Yesterday we had some research emerge which suggested that playing shooters was actually good for you, in the sense that it helped condition the brain to make quicker, but no less accurate, decisions in general.
Although today new concerns have broken cover put forward by brain scientist Susan Greenfield, who claims that games, the Internet and computers in general could be rewiring the brain, and comprise a potential threat to our society on the same level as climate change.
Speaking to Mail Online, Greenfield said: “Whilst of course it doesn’t threaten the existence of the planet like climate change, I think the quality of our existence is threatened – and the kind of people we might be in the future.”

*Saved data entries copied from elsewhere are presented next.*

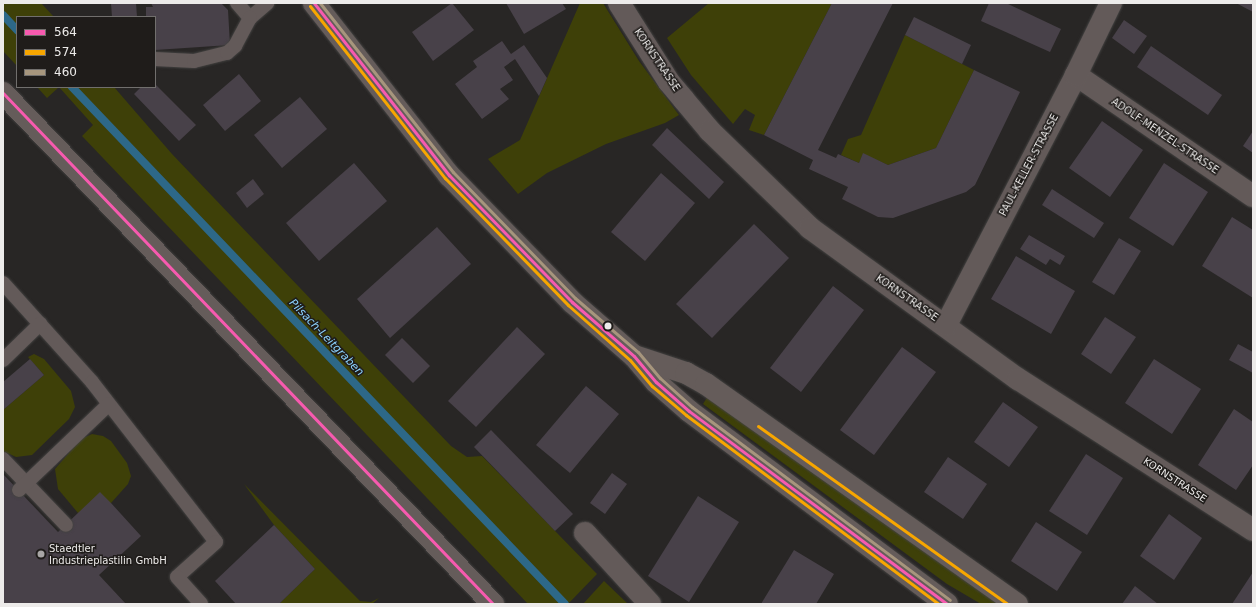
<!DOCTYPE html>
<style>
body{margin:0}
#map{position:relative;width:1256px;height:607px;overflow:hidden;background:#282625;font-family:"DejaVu Sans",sans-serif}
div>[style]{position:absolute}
.green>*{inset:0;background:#3e4008}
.stream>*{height:8px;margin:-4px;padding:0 4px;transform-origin:4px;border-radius:4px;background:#2d6888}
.building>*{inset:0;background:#484149}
.roads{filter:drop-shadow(0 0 1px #434241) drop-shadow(0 0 1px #434241)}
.lane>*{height:14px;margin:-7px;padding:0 7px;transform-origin:7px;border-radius:7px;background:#635a59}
.street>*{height:22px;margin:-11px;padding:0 11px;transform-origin:11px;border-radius:11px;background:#635a59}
.secondary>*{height:22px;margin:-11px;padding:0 11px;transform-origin:11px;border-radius:11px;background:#655c5a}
.bus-1>*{height:3px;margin:-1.5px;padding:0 1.5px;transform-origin:1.5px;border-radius:1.5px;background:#f75aaf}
.bus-2>*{height:3px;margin:-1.5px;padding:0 1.5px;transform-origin:1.5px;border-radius:1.5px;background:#f7a600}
.bus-3>*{height:3px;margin:-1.5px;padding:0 1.5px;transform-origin:1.5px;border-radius:1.5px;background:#a7967d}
.dots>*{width:11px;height:11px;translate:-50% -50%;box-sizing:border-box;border:2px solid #1f1c1a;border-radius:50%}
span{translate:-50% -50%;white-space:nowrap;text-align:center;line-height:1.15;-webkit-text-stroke:3px #1f1c1a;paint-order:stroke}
.street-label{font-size:10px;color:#edebea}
.poi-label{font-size:10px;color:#edebea}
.left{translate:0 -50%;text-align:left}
.water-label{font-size:11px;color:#8cd3fe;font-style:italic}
.frame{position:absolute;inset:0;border:4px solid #edebea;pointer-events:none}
.legend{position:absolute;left:16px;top:16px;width:140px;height:72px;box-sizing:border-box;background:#1f1c1a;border:1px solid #716f6d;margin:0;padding:5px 7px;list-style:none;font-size:12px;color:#edebea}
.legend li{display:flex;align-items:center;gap:8px;height:20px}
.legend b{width:20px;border:1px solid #716f6d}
</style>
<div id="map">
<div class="green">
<i style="clip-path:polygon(3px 3px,41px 3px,54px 17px,17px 17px,17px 66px,3px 51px)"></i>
<i style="clip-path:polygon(580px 3px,603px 3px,639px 61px,679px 115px,665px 123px,606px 144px,547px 173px,518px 194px,488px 159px,520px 140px)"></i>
<i style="clip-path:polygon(709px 3px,832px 3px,764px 135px,749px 130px,755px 115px,745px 109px,733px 124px,691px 75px,667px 38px)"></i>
<i style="clip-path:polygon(905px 35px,974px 70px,936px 148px,888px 165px,863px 154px,859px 163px,841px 155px,848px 139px,861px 135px)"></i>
<i style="clip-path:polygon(37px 87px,114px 87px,172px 154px,451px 446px,467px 457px,482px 456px,597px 574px,568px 604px,528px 604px,82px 136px,93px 125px,59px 87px,47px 98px)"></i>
<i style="clip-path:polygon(34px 354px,44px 359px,71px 391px,75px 407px,69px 419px,32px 455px,16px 457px,3px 451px,3px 410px,44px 375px,28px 357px)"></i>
<i style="clip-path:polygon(708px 396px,1000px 604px,981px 604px,947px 584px,703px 404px)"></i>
<i style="clip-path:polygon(92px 434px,103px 436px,111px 441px,127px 463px,131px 476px,128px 484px,111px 503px,78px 513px,58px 489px,55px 469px,81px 439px)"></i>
<i style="clip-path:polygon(244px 484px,360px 601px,371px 602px,379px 598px,372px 604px,279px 604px,315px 569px,274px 525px)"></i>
<i style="clip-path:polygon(604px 581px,628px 604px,583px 604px)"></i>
</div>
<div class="stream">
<i style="left:3px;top:15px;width:21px;rotate:47deg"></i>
<i style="left:72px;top:87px;width:714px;rotate:46.36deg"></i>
</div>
<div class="building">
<i style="clip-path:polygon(111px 3px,136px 3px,137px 17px,112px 17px)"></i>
<i style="clip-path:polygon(151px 3px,221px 3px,228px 10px,230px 45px,155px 50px,155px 17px,146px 17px,146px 7px,153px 7px)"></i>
<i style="clip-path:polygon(452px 3px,474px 30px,433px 61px,412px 32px)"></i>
<i style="clip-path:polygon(506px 3px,562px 3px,566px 9px,524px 34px)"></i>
<i style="clip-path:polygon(832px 3px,893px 3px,818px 150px,836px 158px,838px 154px,859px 163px,863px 153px,888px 165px,936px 148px,974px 70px,1020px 92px,975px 185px,966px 192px,893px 218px,878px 217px,842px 199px,848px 187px,809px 169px,813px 160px,764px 135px)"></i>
<i style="clip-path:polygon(989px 3px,1006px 3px,1061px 29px,1050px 52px,981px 21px)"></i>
<i style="clip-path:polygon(1236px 3px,1253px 3px,1253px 12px)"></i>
<i style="clip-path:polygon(914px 17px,971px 45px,962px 64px,905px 35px)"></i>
<i style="clip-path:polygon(1124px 20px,1147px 36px,1134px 54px,1112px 38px)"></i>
<i style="clip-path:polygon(502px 41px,511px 54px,524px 45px,547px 78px,539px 96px,515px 59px,504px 67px,513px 80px,500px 89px,509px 99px,482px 119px,455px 84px,477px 67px,473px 61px)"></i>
<i style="clip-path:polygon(1151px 46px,1222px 95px,1208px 115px,1137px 67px)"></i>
<i style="clip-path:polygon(239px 74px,261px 101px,225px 131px,203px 105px)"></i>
<i style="clip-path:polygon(155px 84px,196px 125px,179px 141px,134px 94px,141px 87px,155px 87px)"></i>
<i style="clip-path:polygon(300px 97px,327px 129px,282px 168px,254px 135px)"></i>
<i style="clip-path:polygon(1102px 121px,1143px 150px,1110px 197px,1069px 168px)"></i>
<i style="clip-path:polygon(667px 128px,724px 182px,709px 199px,652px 145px)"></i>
<i style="clip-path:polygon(1253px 131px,1253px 153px,1243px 146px)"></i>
<i style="clip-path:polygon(354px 163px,387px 201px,319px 261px,286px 223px)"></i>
<i style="clip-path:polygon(1164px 163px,1208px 192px,1173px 246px,1129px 218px)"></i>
<i style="clip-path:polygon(661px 173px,695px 203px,645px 261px,611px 232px)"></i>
<i style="clip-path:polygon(253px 179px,264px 194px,247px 208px,236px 193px)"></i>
<i style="clip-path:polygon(1052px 189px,1104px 223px,1094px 238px,1042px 205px)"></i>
<i style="clip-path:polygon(1232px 217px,1253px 230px,1253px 298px,1202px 266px)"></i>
<i style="clip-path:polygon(754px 224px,789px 258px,712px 338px,676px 304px)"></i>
<i style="clip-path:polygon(437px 227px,471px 264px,390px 338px,357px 299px)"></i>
<i style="clip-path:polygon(1029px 235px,1065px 256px,1060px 265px,1050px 259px,1046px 265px,1020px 249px)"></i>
<i style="clip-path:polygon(1119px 238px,1141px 251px,1114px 295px,1092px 282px)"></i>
<i style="clip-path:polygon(1016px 256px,1075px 291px,1051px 334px,991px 299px)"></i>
<i style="clip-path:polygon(833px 286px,864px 310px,801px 392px,770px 368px)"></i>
<i style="clip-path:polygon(1105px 317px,1136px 337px,1111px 374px,1081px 354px)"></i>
<i style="clip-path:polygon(517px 327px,545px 354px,476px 427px,448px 401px)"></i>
<i style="clip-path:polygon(402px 338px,430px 366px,413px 383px,385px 355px)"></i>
<i style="clip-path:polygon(1238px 344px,1253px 352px,1253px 373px,1229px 360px)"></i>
<i style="clip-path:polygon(902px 347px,936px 372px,874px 455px,840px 430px)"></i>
<i style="clip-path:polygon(30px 359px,44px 375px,3px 410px,3px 382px)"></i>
<i style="clip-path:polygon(1154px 359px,1201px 389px,1172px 434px,1125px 403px)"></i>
<i style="clip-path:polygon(586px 386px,619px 414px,570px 473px,536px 445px)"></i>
<i style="clip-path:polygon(1003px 402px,1038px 427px,1009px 467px,974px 442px)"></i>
<i style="clip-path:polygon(1234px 409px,1253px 422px,1253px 465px,1236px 490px,1198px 465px)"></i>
<i style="clip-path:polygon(491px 430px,573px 514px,555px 531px,474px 447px)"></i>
<i style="clip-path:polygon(1086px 454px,1123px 478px,1087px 535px,1049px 511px)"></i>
<i style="clip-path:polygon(948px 457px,987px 484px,963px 519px,924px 492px)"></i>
<i style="clip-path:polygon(612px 473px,627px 484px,605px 514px,590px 503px)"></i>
<i style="clip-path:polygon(3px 474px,58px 532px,100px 492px,111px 503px,141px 536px,99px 575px,126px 604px,3px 604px)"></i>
<i style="clip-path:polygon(698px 496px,739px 522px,689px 602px,648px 576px)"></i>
<i style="clip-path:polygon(1169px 514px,1202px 538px,1174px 580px,1140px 556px)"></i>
<i style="clip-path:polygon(1036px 522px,1082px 552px,1057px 591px,1011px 561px)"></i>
<i style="clip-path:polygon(274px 525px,315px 569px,279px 604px,236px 604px,215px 581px)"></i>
<i style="clip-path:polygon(794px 550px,834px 574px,816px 604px,761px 604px)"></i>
<i style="clip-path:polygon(1253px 572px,1253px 604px,1232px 604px)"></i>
<i style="clip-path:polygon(1135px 586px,1158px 604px,1122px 604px)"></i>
</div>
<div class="roads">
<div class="lane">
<i style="left:237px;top:3px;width:20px;rotate:49deg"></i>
<i style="left:250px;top:18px;width:23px;rotate:-41deg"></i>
<i style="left:155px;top:59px;width:39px;rotate:3deg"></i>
<i style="left:194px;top:61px;width:34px;rotate:-14deg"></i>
<i style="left:227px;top:53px;width:11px;rotate:-41deg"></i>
<i style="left:235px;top:46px;width:32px;rotate:-62deg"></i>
<i style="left:3px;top:283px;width:133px;rotate:48deg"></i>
<i style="left:92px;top:382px;width:202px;rotate:52.2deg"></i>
<i style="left:216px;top:542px;width:52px;rotate:138.1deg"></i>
<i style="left:177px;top:577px;width:36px;rotate:48deg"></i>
<i style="left:3px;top:360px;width:52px;rotate:-44.2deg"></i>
<i style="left:3px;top:459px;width:91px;rotate:46.3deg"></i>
<i style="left:19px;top:490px;width:124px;rotate:-43.7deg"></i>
</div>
<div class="street">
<i style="left:619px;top:3px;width:93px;rotate:57.7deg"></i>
<i style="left:669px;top:82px;width:23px;rotate:50deg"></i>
<i style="left:684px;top:100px;width:40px;rotate:50deg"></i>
<i style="left:710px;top:131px;width:139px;rotate:44.1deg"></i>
<i style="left:810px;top:228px;width:257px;rotate:36deg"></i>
<i style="left:1018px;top:379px;width:279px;rotate:32.7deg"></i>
<i style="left:1076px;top:75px;width:214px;rotate:34.4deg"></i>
<i style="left:946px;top:325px;width:282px;rotate:-62.5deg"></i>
<i style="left:1076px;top:75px;width:80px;rotate:-64.1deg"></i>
<i style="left:585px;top:533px;width:96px;rotate:47.5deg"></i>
</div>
<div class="secondary">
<i style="left:314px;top:3px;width:219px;rotate:51.9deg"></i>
<i style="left:449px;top:175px;width:177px;rotate:45.9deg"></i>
<i style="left:572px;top:302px;width:82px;rotate:41.1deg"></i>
<i style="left:634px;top:356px;width:34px;rotate:50deg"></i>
<i style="left:656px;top:382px;width:44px;rotate:41.3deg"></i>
<i style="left:689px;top:411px;width:322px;rotate:36.8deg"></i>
<i style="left:3px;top:93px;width:708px;rotate:46.2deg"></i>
<i style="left:634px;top:356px;width:55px;rotate:18.1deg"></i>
<i style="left:686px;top:373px;width:23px;rotate:29deg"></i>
<i style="left:706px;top:384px;width:381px;rotate:35.3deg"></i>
</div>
</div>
<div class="bus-1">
<i style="left:314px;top:3px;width:219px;rotate:51.9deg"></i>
<i style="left:449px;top:175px;width:177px;rotate:45.9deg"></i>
<i style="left:572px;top:302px;width:82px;rotate:41.1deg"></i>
<i style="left:634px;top:356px;width:34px;rotate:50deg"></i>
<i style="left:656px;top:382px;width:44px;rotate:41.3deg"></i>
<i style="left:689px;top:411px;width:322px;rotate:36.8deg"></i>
<i style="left:3px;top:93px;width:708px;rotate:46.2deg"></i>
</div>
<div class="bus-2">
<i style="left:310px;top:6px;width:219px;rotate:51.9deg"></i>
<i style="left:445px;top:178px;width:177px;rotate:45.9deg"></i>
<i style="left:568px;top:305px;width:83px;rotate:41.6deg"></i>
<i style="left:630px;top:360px;width:34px;rotate:50deg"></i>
<i style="left:652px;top:386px;width:45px;rotate:40.5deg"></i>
<i style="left:686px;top:415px;width:316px;rotate:36.8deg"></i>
<i style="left:758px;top:426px;width:307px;rotate:35.5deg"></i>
</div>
<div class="bus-3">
<i style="left:320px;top:3px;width:215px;rotate:51.8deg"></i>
<i style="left:453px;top:172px;width:175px;rotate:45.9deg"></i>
<i style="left:575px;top:298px;width:83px;rotate:40.6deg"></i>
<i style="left:638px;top:352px;width:34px;rotate:50deg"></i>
<i style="left:660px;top:378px;width:43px;rotate:42.2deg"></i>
<i style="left:692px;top:407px;width:322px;rotate:36.8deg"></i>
</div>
<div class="dots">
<i style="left:608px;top:326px;background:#edebea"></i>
<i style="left:41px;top:554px;background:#a8a6a5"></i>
</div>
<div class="street-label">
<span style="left:657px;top:60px;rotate:56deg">KORNSTRASSE</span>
<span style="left:1165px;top:136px;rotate:34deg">ADOLF-MENZEL-STRASSE</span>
<span style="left:1029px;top:165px;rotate:-62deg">PAUL-KELLER-STRASSE</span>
<span style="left:907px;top:298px;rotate:35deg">KORNSTRASSE</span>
<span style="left:1175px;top:480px;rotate:33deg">KORNSTRASSE</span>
</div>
<div class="poi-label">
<span class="left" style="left:49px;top:554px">Staedtler<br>Industrieplastilin GmbH</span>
</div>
<div class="water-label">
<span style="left:326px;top:338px;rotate:46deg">Pilsach-Leitgraben</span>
</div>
<div class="frame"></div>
<ul class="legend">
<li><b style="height:5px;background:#f75aaf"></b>564</li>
<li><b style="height:5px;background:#f7a600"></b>574</li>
<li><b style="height:5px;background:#a7967d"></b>460</li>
</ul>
</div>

Greenfield points to a number of concerns, such as the rise of Attention Deficit Disorder in a generation of kids, some of whom spend up to eight hours in front of a screen of some sort every day.
Although we’d argue a nutritionally bankrupt diet is just as important, or a more important factor in ADD. Mind you, Greenfield guns for games on the diet front, with not just the obvious concerns about couch potato obesity, but the fact that games teach kids to take risks with no thought for consequence as you can always restart a level.
Hence children don’t think about longer term issues, such as how their health might be affected by eating pizza and chips at every meal. Although surely that’s just the nature of kids – we’d have probably had pizza and chips all the time, but our school and parents wouldn’t let us, strangely enough.
Another issue she brings up is social networking sites having a potentially negative impact on the levels of empathy that the youth feel towards each other. And also search engines come in for flak for making us lazier in feeling we don’t need to learn, as the answer is always to hand via a computer or phone.
She did admit that there were benefits to computers, including improvements in memory, and swifter information processing as the shooter video games study also referred to.
She was quoted by the Mail as saying: “Some very good things are coming out of it. But, by the same token, we have got to be very careful about what price we are paying, that the things that are being lost don’t outweigh the things gained.”
Greenfield is calling for a research programme to be instituted, to look into the effects of all modern technology on the brain.